Once you're a little more familiar with elasticsearch, or if you want to know specific information about each node, another useful query is for the cluster "stats". It has a LOT of output, even for a quiet one-node cluster, so I'm only showing the first page that is returned (since it's chopped off, I just replaced "health" with "stats"):


Some Slight Changes


Especially for the loads I'm going to put on my single-node cluster, there are VERY FEW changes to make to the ES configuration file. One of the themes running through most of the community questions I've seen asked is that people try to toggle too many settings without understanding what they will do "at scale".

For this cluster, I'm only going to make two settings changes - I'm going to name my cluster and name my node. In my next post I'll add another node to the cluster and make a few more changes but this is sufficient for now. These changes are made in

/etc/elasticsearch/elasticsearch.yml

The elasticsearch directory is not world-readable so tab-complete may not work.

When I edit config files I like to put my changes at the end.
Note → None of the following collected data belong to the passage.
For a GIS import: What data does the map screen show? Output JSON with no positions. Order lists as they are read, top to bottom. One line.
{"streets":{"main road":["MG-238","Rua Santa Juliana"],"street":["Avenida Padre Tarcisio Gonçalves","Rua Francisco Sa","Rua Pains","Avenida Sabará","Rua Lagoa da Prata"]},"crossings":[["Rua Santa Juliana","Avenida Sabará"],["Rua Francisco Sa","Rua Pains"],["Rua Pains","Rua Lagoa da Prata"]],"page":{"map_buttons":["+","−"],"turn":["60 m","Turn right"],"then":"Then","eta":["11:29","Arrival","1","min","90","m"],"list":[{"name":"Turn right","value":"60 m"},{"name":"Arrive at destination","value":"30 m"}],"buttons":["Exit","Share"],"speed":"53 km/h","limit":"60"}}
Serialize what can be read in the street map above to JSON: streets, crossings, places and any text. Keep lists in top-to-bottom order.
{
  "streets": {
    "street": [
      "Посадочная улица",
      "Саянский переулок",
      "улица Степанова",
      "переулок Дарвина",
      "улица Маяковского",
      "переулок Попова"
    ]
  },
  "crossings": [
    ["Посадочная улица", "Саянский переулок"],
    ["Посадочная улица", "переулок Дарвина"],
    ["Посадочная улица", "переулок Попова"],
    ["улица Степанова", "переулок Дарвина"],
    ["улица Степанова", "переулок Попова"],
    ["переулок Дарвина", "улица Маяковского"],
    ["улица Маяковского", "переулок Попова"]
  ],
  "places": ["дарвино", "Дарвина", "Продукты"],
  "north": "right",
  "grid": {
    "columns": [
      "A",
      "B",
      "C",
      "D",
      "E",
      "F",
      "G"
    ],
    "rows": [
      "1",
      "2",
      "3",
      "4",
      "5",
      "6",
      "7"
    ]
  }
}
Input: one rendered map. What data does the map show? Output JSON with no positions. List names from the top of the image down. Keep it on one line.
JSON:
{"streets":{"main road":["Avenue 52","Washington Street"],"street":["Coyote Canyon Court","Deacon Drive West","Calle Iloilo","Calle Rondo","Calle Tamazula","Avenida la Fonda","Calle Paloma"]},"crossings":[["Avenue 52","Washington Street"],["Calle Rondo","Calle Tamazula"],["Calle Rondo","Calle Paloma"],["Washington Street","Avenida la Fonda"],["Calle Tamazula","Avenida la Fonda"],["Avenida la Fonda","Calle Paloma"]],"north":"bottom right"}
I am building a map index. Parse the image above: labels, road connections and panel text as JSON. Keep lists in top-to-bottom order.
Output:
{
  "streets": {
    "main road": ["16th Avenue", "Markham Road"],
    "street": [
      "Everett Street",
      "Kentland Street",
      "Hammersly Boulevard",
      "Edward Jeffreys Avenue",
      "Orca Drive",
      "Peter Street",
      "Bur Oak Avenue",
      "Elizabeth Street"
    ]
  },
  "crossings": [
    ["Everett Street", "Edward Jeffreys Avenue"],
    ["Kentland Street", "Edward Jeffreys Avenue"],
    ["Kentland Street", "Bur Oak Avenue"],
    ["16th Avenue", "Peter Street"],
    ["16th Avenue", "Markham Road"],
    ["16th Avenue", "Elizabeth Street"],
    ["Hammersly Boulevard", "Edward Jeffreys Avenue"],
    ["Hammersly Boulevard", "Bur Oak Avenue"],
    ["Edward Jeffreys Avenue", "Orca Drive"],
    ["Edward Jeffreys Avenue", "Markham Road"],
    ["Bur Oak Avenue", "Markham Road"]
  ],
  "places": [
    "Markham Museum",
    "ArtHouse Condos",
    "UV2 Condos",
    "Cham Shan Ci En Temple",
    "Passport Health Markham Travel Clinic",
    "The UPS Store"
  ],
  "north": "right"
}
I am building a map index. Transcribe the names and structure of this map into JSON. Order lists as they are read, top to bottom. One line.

If this were a file managed by, e.g., puppet, it wouldn't matter because I'd push my own file but for these one-offs I think it's easiest to read (and update later...) when my changes are grouped at the end. To make things simple and readable, I'm going to name this cluster "demo-cluster" and this node "demo-node-0". By default it will be both a master node, meaning it controls/monitors cluster state, and a data node, so it will store data.

cluster.name: demo-cluster
demo.name: demo-node-0

In the actual config file, this looks like:


Now when I restart elasticsearch and ask for cluster information, I get much more useful output:


If you take a close look, you'll see the cluster_name has been set to "demo-cluster" and, under "nodes", the name for my one node is set to "demo-node-0".

My First Index and Document


Right now my ES node doesn't have an index (at least, not that isn't for node/cluster control) yet. You can create an index on the fly with no structure by writing something. For example, if I want to create an index called "demo_index" and insert a document with a field called "message_text" with a value of "a bit of text", I can do that by using curl to POST a JSON object as data to elasticsearch and I can do it all at one time. If you know what you want your index to look like ahead of time, instead of being "free form", you can create it ahead of time with specific requirements. That is a better practice than what I'm doing here.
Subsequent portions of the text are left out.